Sunday 18 January 2009

NIGHTS AT THE CIRCUS


exercising creative imagination

I have been reading Angela Carter's Nights at the Circus which was first published, by Chatto & Windus, in 1984. It is a fantastic story. 'Fantastic' being the operative word. Let me give you some idea of how that comes to pass.

Fevvers is an aerialiste, the star of the circus. The place is London. The time : the fin de siècle decadence of Victorian England. But Fevvers is no ordinary aerialiste. She claims to have been hatched rather than born. She is a true daughter of Leda. There is no need to specify her father. Her human body has grown a veritable pair of wings. That is sufficient testimony. She flies, elegant and graceful, from high wire to trapeze and then to wheresoever she chooses.
Into her life comes Jack Walser, a young reporter originally from California. His mission : to unmask her for the fraud she is. In pursuit of this mission, he joins the circus as a clown, an august in wet white, as it sets off for Petersburg. There he is caught up in more fantastic adventures. The tiger tamer plays on a grand piano, right there in the cage, while her young female partner dances with her chosen tiger. The clowns perform their time honoured routines. The vodka flows. Disastrously.
The circus sets out on the railroad across Siberia. In the depths of winter, the train is ambushed. Blown up.
For Fevvers there are sideshows with a women's collective jailbreak, a gang of forest-dwelling male outlaws, and shelter in a desolate conservatoire of music with but one professor and no students.
For Jack Walser there is unconsciousness, separation, amnesia and eventual lodging with a Shaman where he begins to experience more than one level of absolute reality.
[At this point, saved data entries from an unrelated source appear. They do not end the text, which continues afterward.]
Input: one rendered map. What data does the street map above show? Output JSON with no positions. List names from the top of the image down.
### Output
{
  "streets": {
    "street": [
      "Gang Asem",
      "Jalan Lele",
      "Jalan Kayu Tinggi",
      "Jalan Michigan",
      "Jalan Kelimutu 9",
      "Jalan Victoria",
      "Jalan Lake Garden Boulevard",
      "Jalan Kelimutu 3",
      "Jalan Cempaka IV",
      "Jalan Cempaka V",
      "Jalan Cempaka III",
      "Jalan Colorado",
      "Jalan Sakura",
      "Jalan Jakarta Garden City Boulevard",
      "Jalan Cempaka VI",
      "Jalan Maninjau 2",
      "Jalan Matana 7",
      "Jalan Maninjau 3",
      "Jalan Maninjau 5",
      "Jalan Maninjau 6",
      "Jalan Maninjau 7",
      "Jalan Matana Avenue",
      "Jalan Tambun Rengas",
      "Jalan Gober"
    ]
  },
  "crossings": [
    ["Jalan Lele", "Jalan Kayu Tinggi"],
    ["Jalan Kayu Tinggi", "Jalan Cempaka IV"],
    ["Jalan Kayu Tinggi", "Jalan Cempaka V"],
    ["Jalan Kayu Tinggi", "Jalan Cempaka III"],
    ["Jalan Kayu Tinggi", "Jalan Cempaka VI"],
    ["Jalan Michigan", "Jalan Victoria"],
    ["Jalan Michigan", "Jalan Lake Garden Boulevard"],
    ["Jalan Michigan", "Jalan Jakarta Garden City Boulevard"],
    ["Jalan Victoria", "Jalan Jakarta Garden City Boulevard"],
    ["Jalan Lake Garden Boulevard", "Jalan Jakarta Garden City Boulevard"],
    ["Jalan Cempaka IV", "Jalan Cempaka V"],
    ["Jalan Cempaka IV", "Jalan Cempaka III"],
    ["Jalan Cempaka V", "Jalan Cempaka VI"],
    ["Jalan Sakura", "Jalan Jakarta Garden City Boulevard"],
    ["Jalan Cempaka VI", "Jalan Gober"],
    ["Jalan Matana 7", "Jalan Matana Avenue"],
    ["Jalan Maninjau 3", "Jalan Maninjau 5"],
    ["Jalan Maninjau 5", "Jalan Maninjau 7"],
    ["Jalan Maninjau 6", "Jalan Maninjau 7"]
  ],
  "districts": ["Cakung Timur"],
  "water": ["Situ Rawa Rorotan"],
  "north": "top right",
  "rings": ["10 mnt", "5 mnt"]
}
For him there is now 'no difference between fact and fiction'. Instead there is 'a sort of magic realism'.


And there we have it. Magic realism. Lo real maravilloso. A company of writers wherein is inscribed the name Angela Carter.
It would not surprise me to find readers who take up Nights at the Circus and enjoy it simply as a story too good to be true. An escapist fantasy. Something far beyond the bounds of reality. But here's the paradox. It really is a true story. A true and faithful record of something that actually happened. Something ready to be appreciated in its true light by anyone open to receive. Here are displayed characters plot and landscapes conjured up in a reality created by the author and set down by her in writings to weave the essence of her magical spell. A magical spell ready to be unwound by all those with eyes to see and ears to hear. A silent incantation which opens the way to realities beyond reality. The words are all there. Between two covers. We have only to take them up and begin at the beginning. We shall be buffeted by clowns as they cavort. We shall smell the stench from the tigers' cage. Stand on one side as the rails buckle and the train shatters. Move with the Shaman from one reality to another. Even pause with him in the spaces between realities.
It is magic. Real magic. The magic of creative reality. Such stuff as dreams are made of as we go once more a-roving so late into the night.